### What is needed
The data below should be transcribed in full, with no picture included.

Saved entries:
##############################

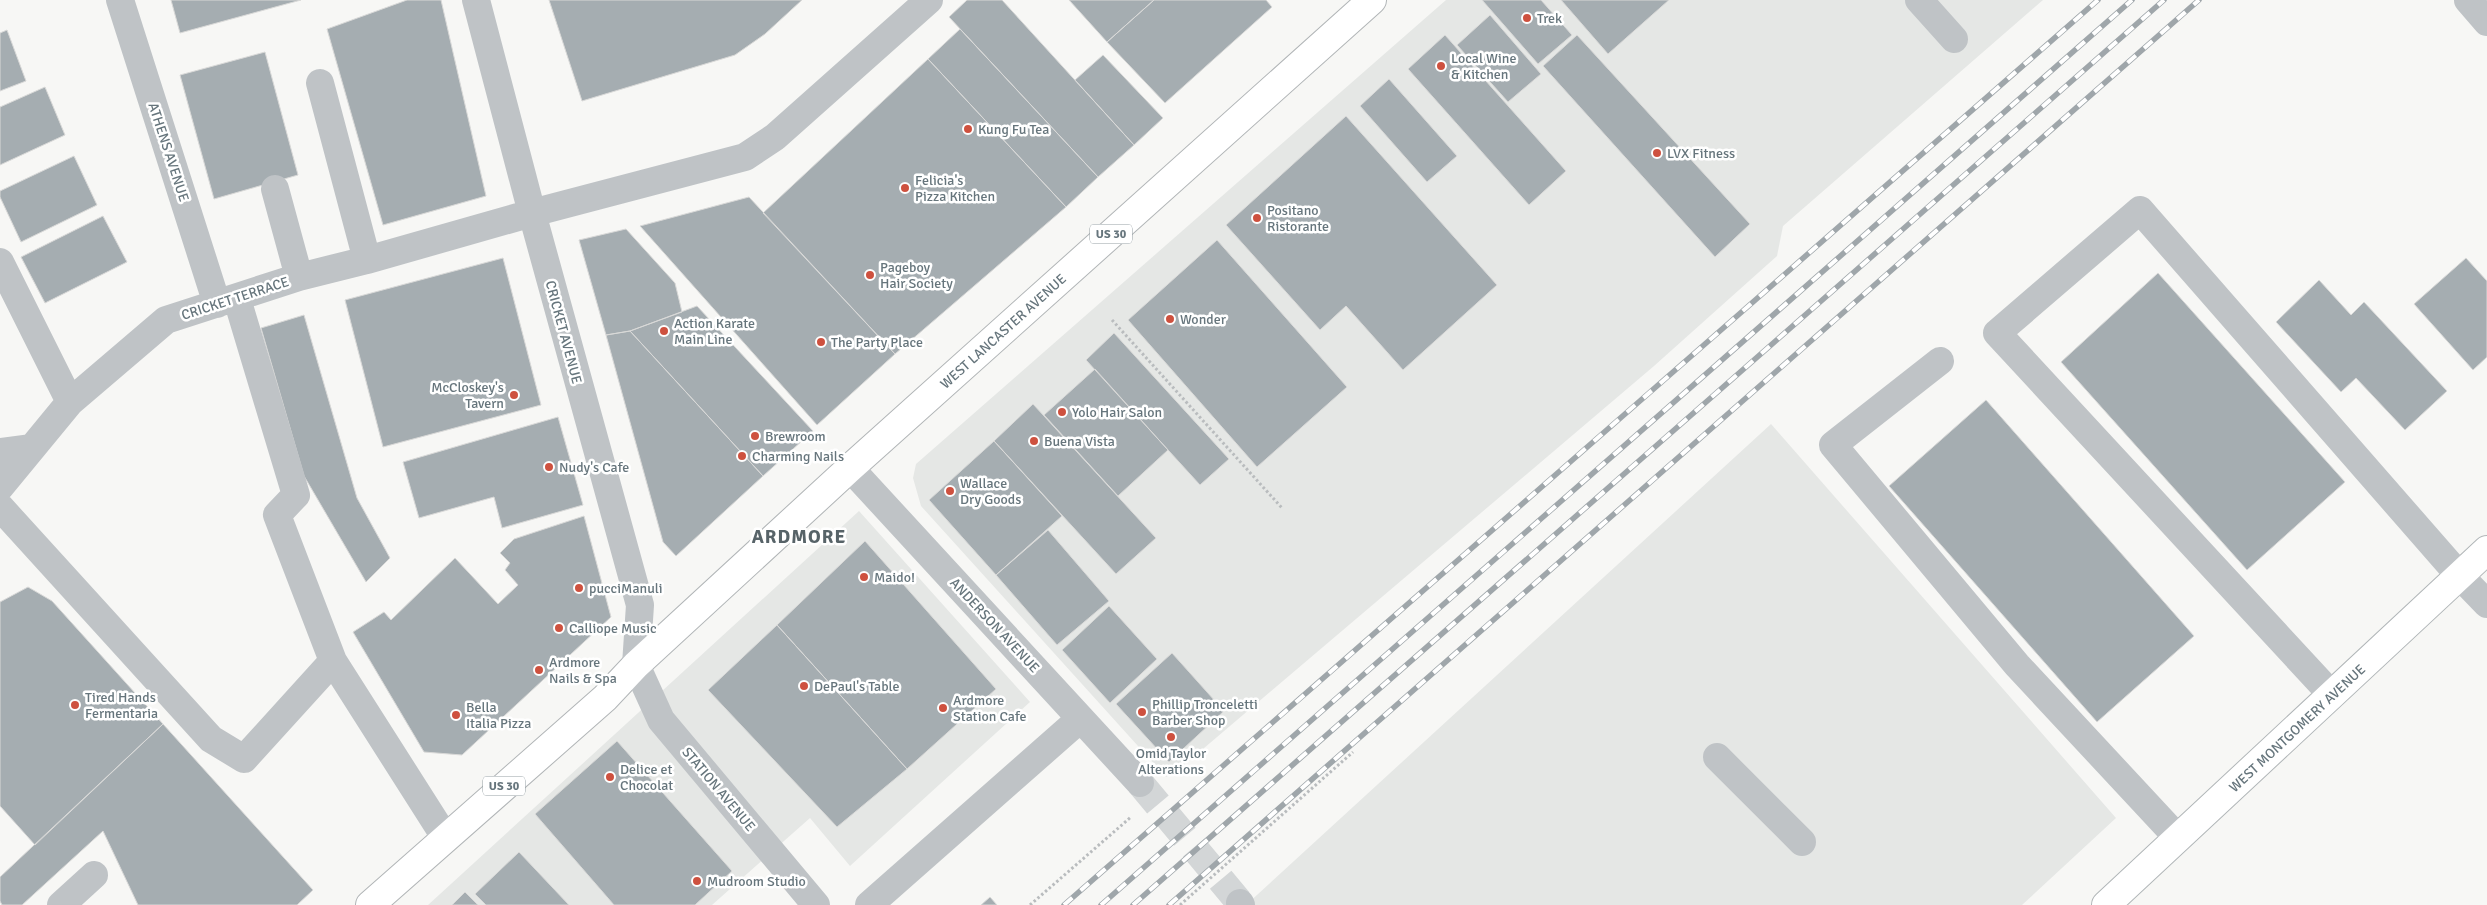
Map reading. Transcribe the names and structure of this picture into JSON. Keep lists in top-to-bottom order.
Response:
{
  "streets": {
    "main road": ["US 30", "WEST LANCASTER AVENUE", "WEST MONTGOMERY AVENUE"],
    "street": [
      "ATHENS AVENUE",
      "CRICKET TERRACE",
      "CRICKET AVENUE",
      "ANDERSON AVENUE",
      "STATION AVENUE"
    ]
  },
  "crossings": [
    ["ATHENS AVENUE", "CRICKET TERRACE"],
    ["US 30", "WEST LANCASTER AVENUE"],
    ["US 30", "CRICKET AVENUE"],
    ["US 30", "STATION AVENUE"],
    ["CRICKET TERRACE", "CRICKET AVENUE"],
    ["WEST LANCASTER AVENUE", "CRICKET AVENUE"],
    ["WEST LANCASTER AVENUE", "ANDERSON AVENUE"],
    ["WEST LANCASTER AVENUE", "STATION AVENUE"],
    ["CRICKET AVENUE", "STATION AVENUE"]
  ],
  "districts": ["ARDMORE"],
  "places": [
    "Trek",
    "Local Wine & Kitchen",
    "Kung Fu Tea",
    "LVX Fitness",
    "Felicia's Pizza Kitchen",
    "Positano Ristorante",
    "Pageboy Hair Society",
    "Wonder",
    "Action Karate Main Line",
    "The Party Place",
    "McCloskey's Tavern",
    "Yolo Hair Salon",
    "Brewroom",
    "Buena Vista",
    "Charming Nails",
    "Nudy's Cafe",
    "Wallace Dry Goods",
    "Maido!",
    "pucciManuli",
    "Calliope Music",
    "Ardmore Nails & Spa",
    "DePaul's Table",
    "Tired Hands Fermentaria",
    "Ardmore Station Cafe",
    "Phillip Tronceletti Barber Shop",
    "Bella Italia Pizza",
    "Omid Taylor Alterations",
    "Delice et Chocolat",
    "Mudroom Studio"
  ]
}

##############################

### Output for this exercise
Map reading. Transcribe the names and structure of this picture into JSON. Keep lists in top-to-bottom order.
Response:
{
  "streets": {
    "main road": ["US 30", "WEST LANCASTER AVENUE", "WEST MONTGOMERY AVENUE"],
    "street": [
      "ATHENS AVENUE",
      "CRICKET TERRACE",
      "CRICKET AVENUE",
      "ANDERSON AVENUE",
      "STATION AVENUE"
    ]
  },
  "crossings": [
    ["ATHENS AVENUE", "CRICKET TERRACE"],
    ["US 30", "WEST LANCASTER AVENUE"],
    ["US 30", "CRICKET AVENUE"],
    ["US 30", "STATION AVENUE"],
    ["CRICKET TERRACE", "CRICKET AVENUE"],
    ["WEST LANCASTER AVENUE", "CRICKET AVENUE"],
    ["WEST LANCASTER AVENUE", "ANDERSON AVENUE"],
    ["WEST LANCASTER AVENUE", "STATION AVENUE"],
    ["CRICKET AVENUE", "STATION AVENUE"]
  ],
  "districts": ["ARDMORE"],
  "places": [
    "Trek",
    "Local Wine & Kitchen",
    "Kung Fu Tea",
    "LVX Fitness",
    "Felicia's Pizza Kitchen",
    "Positano Ristorante",
    "Pageboy Hair Society",
    "Wonder",
    "Action Karate Main Line",
    "The Party Place",
    "McCloskey's Tavern",
    "Yolo Hair Salon",
    "Brewroom",
    "Buena Vista",
    "Charming Nails",
    "Nudy's Cafe",
    "Wallace Dry Goods",
    "Maido!",
    "pucciManuli",
    "Calliope Music",
    "Ardmore Nails & Spa",
    "DePaul's Table",
    "Tired Hands Fermentaria",
    "Ardmore Station Cafe",
    "Phillip Tronceletti Barber Shop",
    "Bella Italia Pizza",
    "Omid Taylor Alterations",
    "Delice et Chocolat",
    "Mudroom Studio"
  ]
}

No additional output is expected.